Under the Letter Agreement, the Company agreed to treat Mr. Hendricks, who will be age 62 at retirement, as if he had retired at age 65, resulting in the options granted under the Equity Stake Transition Agreement accelerating and becoming currently exercisable. The options granted under the Equity Stake Transition Agreement were granted in each of October 2008, 2009, 2010 and 2011. They will all expire in October 2018, in accordance with their terms.
The Letter Agreement also provides that Mr. Hendricks will not be eligible for an annual bonus for 2014 and will no longer be eligible for any employee benefits offered by the Company upon his retirement. The Company will also cease making payments under The Restated and Amended Split-Dollar Agreement, which will terminate in accordance with its terms.

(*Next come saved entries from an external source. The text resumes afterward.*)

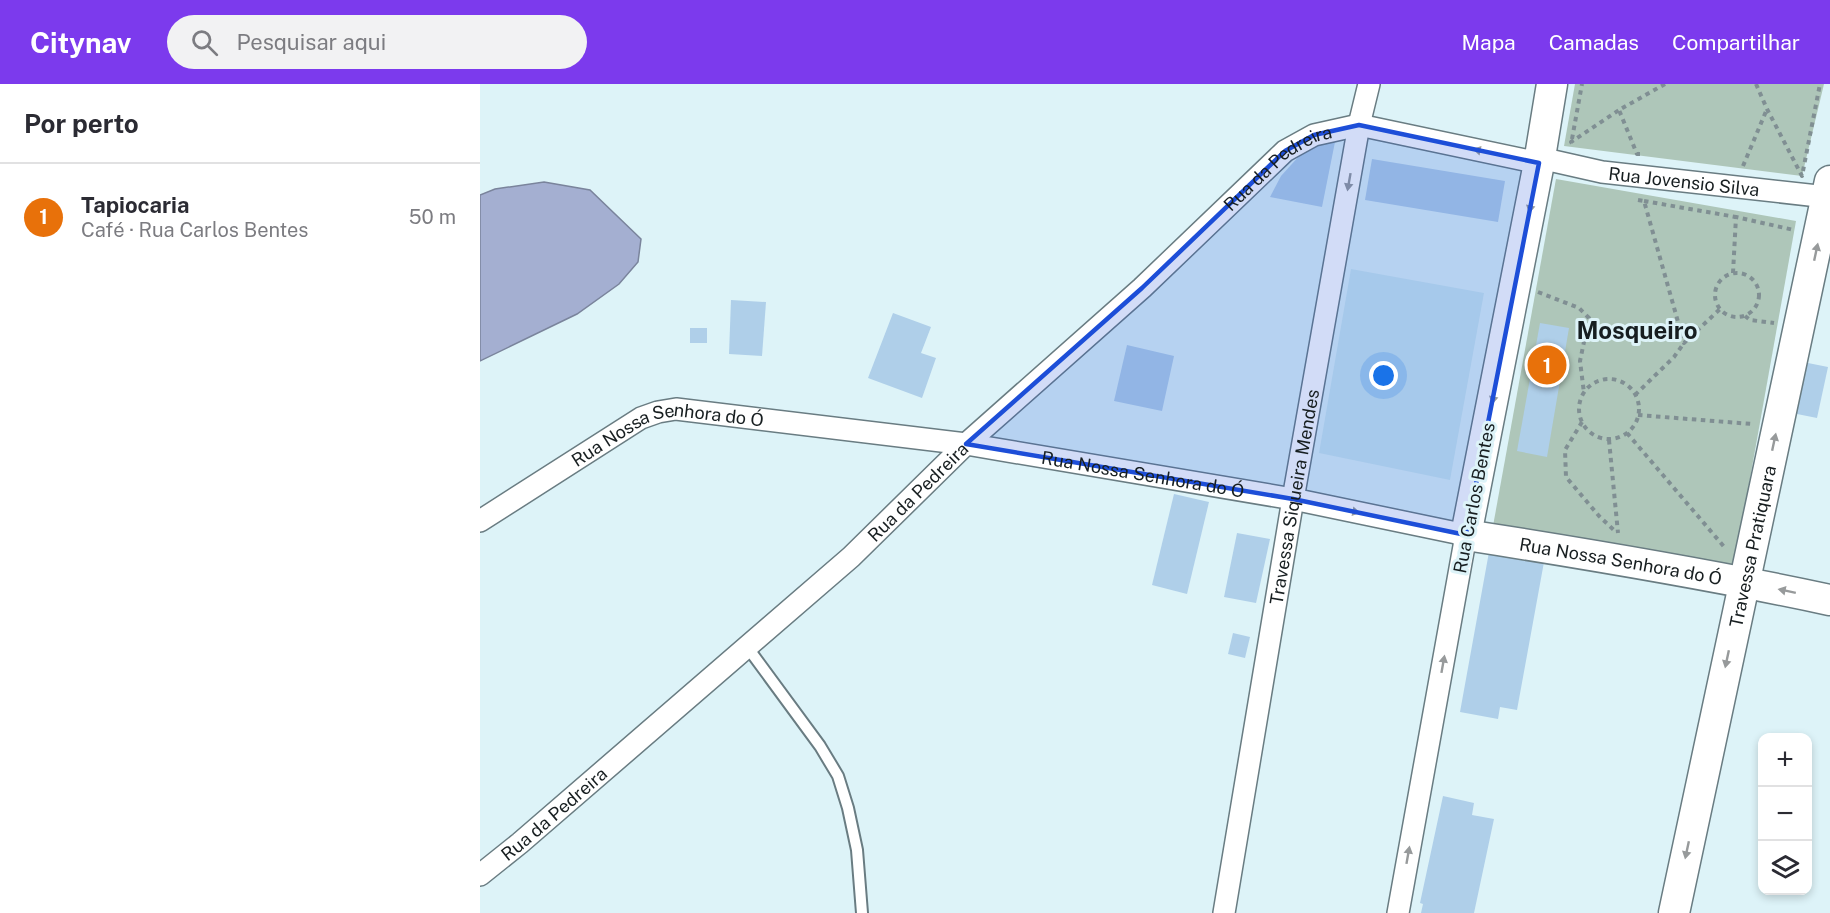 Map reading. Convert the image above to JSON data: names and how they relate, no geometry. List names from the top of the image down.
{
  "streets": {
    "main road": ["Rua Nossa Senhora do Ó", "Rua Carlos Bentes", "Travessa Pratiquara"],
    "street": ["Rua da Pedreira", "Rua Jovensio Silva", "Travessa Siqueira Mendes"]
  },
  "crossings": [
    ["Rua da Pedreira", "Rua Jovensio Silva"],
    ["Rua da Pedreira", "Rua Nossa Senhora do Ó"],
    ["Rua da Pedreira", "Travessa Siqueira Mendes"],
    ["Rua Jovensio Silva", "Travessa Siqueira Mendes"],
    ["Rua Jovensio Silva", "Rua Carlos Bentes"],
    ["Rua Jovensio Silva", "Travessa Pratiquara"],
    ["Rua Nossa Senhora do Ó", "Travessa Siqueira Mendes"],
    ["Rua Nossa Senhora do Ó", "Rua Carlos Bentes"],
    ["Rua Nossa Senhora do Ó", "Travessa Pratiquara"]
  ],
  "one_way": ["Rua Jovensio Silva", "Travessa Siqueira Mendes"],
  "districts": ["Mosqueiro"],
  "page": {
    "header": "Citynav",
    "search": "Pesquisar aqui",
    "nav": ["Mapa", "Camadas", "Compartilhar"],
    "heading": "Por perto",
    "list": [
      {
        "mark": "1",
        "name": "Tapiocaria",
        "note": "Café · Rua Carlos Bentes",
        "value": "50 m"
      }
    ],
    "pins": "1",
    "map_buttons": ["+", "−"]
  }
}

The option grants made in 2013 and 2014 are unaffected by the Letter Agreement, and under their terms, classify a separation from employment after reaching age 60 with five years of service as a retirement under which all unvested options accelerate. Accordingly, the unvested options under these grants will become exercisable as of Mr. Hendricks’ retirement and will expire one year later, on May 16, 2015. The PRSU grants made to Mr. Hendricks will be forfeited upon the effective date of his resignation.
Mr. Hendricks also executed a general liability release in favor of the Company and a non-competition agreement, pursuant to which Mr. Hendricks agreed to not compete with the Company for a period of three years following his retirement.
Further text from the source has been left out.